Beschermde werknemer: ontslag om dringende reden (deel 2)

In hetzelfde arrest dat in een vorige post werd besproken kwamen ook nog 2 andere interessante kwesties aan bod.

In de eerste plaats werd bevestigd dat wanneer de ontslagbevoegdheid van een bepaald individu of orgaan in twijfel wordt getrokken, een derde het recht heeft om te eisen dat de lasthebber een volmacht voorlegt. Maar, dit is uiteraard geen verplichting.

Indien dit bijgevolg niet binnen redelijk korte termijn gebeurt, kan het bestaan van de lastgeving niet meer ontkend worden wanneer noch de lastgever, noch de lasthebber enige betwisting in dat verband opperen.

Tweede meldenswaardig item betreft de vermeldingen in het arbeidsreglement.

Vaak worden in het arbeidsreglement allerlei voorbeelden opgenomen van tekortkomingen die aanleiding kunnen zijn voor een ontslag om dringende reden.

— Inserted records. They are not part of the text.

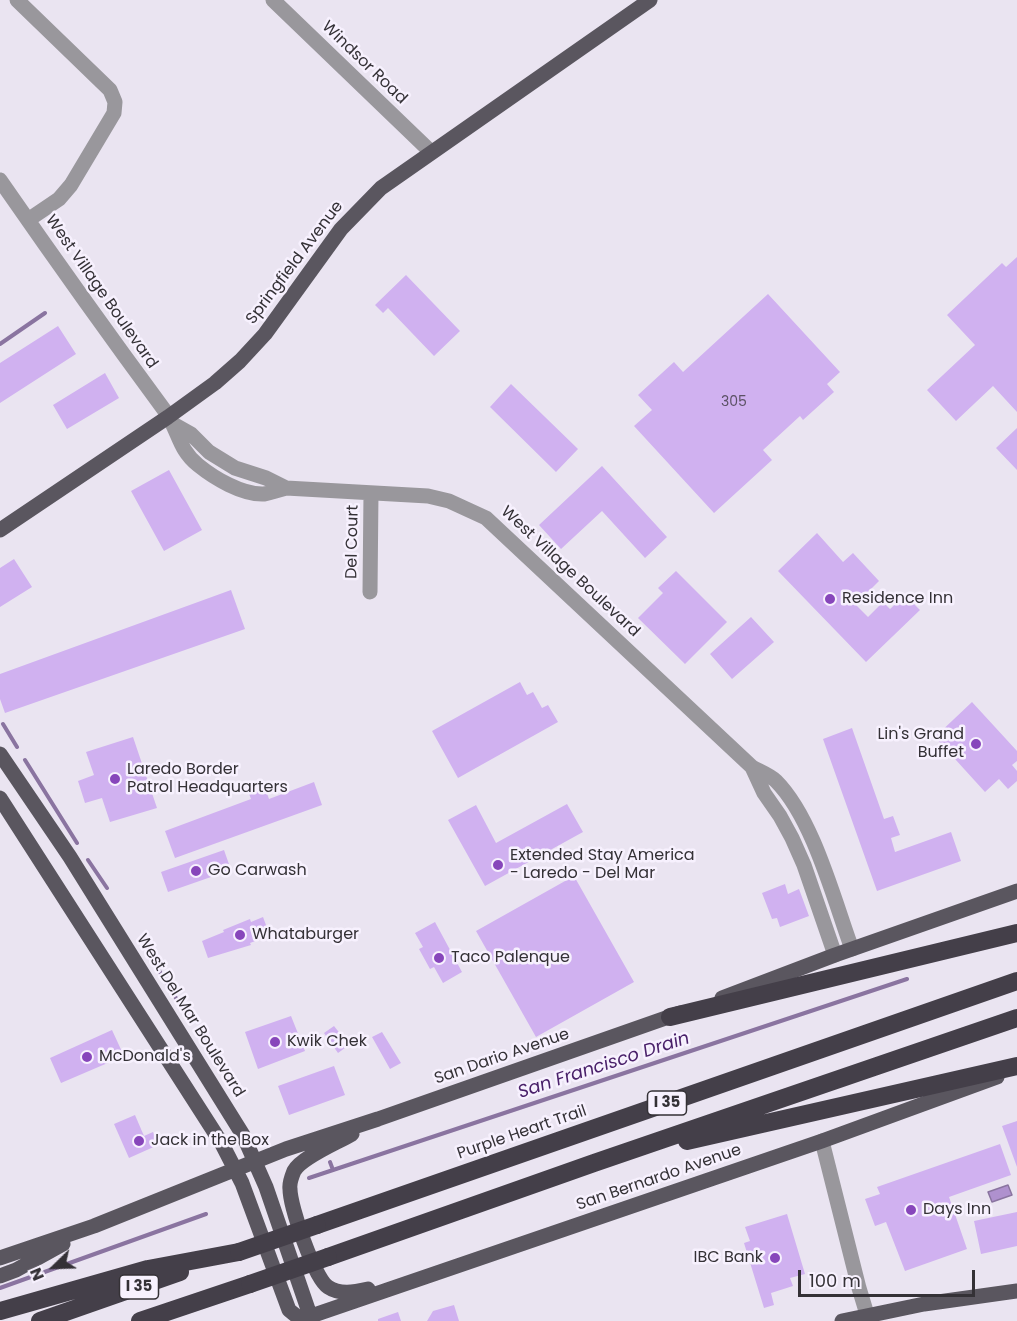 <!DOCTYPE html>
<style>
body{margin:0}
#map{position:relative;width:1017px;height:1321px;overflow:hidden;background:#eae4f1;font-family:Poppins,sans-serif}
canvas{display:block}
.north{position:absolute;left:24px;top:1237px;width:60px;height:60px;-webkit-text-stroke:4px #f7f1fe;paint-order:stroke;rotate:247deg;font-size:16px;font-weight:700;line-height:24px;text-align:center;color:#343136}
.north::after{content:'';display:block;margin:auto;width:21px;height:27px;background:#343136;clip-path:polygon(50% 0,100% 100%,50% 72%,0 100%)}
.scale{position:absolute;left:798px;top:1270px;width:177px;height:27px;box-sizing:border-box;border:3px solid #343136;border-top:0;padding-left:8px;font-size:18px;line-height:21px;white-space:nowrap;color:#343136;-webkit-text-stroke:4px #f7f1fe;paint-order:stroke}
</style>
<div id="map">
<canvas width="1017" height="1321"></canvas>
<div class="north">N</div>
<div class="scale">100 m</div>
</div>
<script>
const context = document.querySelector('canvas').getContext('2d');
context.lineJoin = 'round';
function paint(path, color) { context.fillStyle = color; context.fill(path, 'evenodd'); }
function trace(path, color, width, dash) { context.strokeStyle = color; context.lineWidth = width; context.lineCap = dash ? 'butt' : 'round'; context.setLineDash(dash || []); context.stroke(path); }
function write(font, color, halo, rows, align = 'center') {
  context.font = font + ' Poppins,sans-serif'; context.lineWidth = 5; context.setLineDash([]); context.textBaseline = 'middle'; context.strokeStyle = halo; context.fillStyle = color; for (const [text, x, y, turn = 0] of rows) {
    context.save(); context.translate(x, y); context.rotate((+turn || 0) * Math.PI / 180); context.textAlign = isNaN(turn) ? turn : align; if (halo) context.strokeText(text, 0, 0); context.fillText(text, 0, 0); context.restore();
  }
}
const water = new Path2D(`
 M1008,1185L1012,1195L992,1202L988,1192Z`);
paint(water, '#af91ce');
trace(water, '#8a74a0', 1.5);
trace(new Path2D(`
 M0,344L45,313
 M3,724L17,747
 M25,760L77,843
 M88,860L107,888
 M147,951L187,1016
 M330,1162L333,1170
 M309,1178L907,979
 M0,1288L206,1214`), '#8a74a0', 4);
paint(new Path2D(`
 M1017,257V412L993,386L956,421L927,390L975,345L947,315L1002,263L1006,267Z
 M406,275L460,331L434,356L388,308L383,313L375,305Z
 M768,294L840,372L827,384L834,392L803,420L800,416L763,450L772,460L714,513L634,426L652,410L638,395L674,362L683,372Z
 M58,326L76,354L0,403V363Z
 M105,373L119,398L67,429L53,405Z
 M511,384L578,449L556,472L490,407Z
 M1017,428V470L996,448Z
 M602,466L667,537L645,558L602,511L561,549L539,525Z
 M169,470L202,530L164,551L131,491Z
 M817,533L843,562L853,553L879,581L862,598L859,594L852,601L868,617L883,602L890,609L905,595L920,610L866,662L778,571Z
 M14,559L32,587L0,607V568Z
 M676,571L727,622L685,664L638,618L663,593L658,588Z
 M231,590L245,629L5,713L0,699V674Z
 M751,617L774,642L732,679L710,654Z
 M520,682L527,695L533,692L542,708L548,705L558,722L458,778L432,731Z
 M972,702L1017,751V761L1012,765L1017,771V781L1008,789L999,779L985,792L935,737Z
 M852,728L884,819L893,816L900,835L891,838L895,852L951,832L961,861L877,891L823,739Z
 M133,737L157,808L110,822L102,798L85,803L78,781L94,775L86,752Z
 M314,782L322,805L175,858L165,831L251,799L248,791L264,785L269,799Z
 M567,804L583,832L485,886L448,820L476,805L496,843Z
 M224,850L231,870L168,892L161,872Z
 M574,876L634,982L536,1037L476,931Z
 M785,884L788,894L799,889L809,916L780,927L777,918L772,919L762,893Z
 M263,917L269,933L257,938L258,940L250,943L251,945L208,958L202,941L224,932L223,930L250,919L251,922Z
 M435,922L462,972L443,983L434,967L430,969L419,949L423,947L415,933Z
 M291,1016L305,1051L258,1069L245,1032Z
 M334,1026L349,1045L338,1053L324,1033Z
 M112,1030L124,1056L61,1083L50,1058Z
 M382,1032L401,1063L390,1069L372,1037Z
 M334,1066L345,1095L289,1115L278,1086Z
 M135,1115L144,1136L153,1132L158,1145L129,1158L114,1124Z
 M1017,1121V1167L1002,1126Z
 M1000,1144L1011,1175L949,1197L967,1249L905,1271L886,1222L875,1226L865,1199L880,1194L877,1187Z
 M1017,1212V1246L981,1254L974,1221Z
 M787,1214L805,1274L790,1278L793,1286L771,1293L774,1305L764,1308L744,1243L750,1241L745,1227Z
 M454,1305L459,1321H427L433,1311Z
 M398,1312L401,1321H378V1319Z`), '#d0b1f0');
trace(new Path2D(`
 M17,0L110,90L115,102L114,113L71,185L59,199L28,220
 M273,0L431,152
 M0,180C54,258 109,335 165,411C179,431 178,449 198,465C214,478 242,495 264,494C271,493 279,490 286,488L428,496L449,501L486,518L752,767C759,771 770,775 776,781C813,818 834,900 852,949
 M175,425L191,434L209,452L235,468L266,478L286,488
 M370,592L371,493
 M752,767L764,793L780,816L792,838L804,865L835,955
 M822,1141L859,1288L869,1321`), '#99979c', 15);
trace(new Path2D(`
 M0,530L168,417L215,383L240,361L265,334L341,229L381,188L650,0
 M0,754L70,857L243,1135L266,1187L312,1321
 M0,798L222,1144L242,1183L289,1310L299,1318L311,1316L822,1141L997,1077
 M722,998L835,955L1017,891
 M352,1134C337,1143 302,1157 294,1171C292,1176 289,1183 290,1189C290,1206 314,1278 328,1287C340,1295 354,1292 368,1289
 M0,1258L94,1226L286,1149L378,1119L680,1013
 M0,1276L16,1270L63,1244
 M842,1321L924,1304L1017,1291`), '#5a565f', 15);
trace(new Path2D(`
 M670,1017L1017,933
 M687,1141L1017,1066
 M317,1225L1017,981
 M328,1257L594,1163L1017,1018
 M0,1311L148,1269L239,1252
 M40,1321L180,1272
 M140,1321L250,1284`), '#443f49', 18);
trace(new Path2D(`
 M239,1252L317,1225
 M250,1284L328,1257`), '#443f49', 18);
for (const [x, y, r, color] of [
 [830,599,6,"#8746bb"],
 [976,744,6,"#8746bb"],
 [115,779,6,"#8746bb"],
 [498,865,6,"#8746bb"],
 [196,871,6,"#8746bb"],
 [240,935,6,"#8746bb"],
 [439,958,6,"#8746bb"],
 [275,1042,6,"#8746bb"],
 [87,1057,6,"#8746bb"],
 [139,1141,6,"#8746bb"],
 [911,1210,6,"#8746bb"],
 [775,1258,6,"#8746bb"]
]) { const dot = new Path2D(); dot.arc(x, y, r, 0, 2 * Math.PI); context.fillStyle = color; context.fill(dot); trace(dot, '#f7f1fe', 2); }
write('14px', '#5b5164', null, [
 ["305",734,402]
]);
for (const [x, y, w] of [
 [667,1103,39],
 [139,1287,39]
]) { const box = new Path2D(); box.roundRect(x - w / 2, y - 12, w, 24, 4.5); context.fillStyle = '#f7f1fe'; context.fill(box); trace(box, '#343136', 1.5); }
write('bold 15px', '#343136', null, [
 ["I 35",667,1103],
 ["I 35",139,1287]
]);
write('16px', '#343136', '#f7f1fe', [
 ["Windsor Road",364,63,44],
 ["Springfield Avenue",295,263,-53],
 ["West Village Boulevard",101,292,55],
 ["Del Court",353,542,-89],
 ["West Village Boulevard",570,572,43],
 ["West Del Mar Boulevard",190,1016,58],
 ["San Dario Avenue",502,1057,-19],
 ["Purple Heart Trail",522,1133,-19],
 ["San Bernardo Avenue",659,1178,-19]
]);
write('16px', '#343136', '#f7f1fe', [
 ["Residence Inn",842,599],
 ["Lin's Grand",964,735,"right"],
 ["Buffet",964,753,"right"],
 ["Laredo Border",127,770],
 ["Patrol Headquarters",127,788],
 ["Extended Stay America",510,856],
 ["- Laredo - Del Mar",510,874],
 ["Go Carwash",208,871],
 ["Whataburger",252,935],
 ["Taco Palenque",451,958],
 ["Kwik Chek",287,1042],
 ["McDonald's",99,1057],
 ["Jack in the Box",151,1141],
 ["Days Inn",923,1210],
 ["IBC Bank",763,1258,"right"]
], 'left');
write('italic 18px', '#4a216a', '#f7f1fe', [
 ["San Francisco Drain",604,1066,-18]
]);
</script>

Het is een evidentie dat een arbeidsreglement onmogelijk ieder gedrag of feit kan vermelden dat ooit de werkgever ertoe zou brengen om ontslag om dringende reden in te roepen, maar toch blijft men regelmatig als argument inroepen ‘als het er niet instaat, is het geen dringende reden’…

Het Arbeidshof bevestigt dat in de hiërarchie der rechtsbronnen de wet hoger staat dan het arbeidsreglement, en een niet-vermelding in het arbeidsreglement geen afbreuk kan doen aan de bevoegdheid van de rechter om een ingeroepen tekortkoming te beoordelen.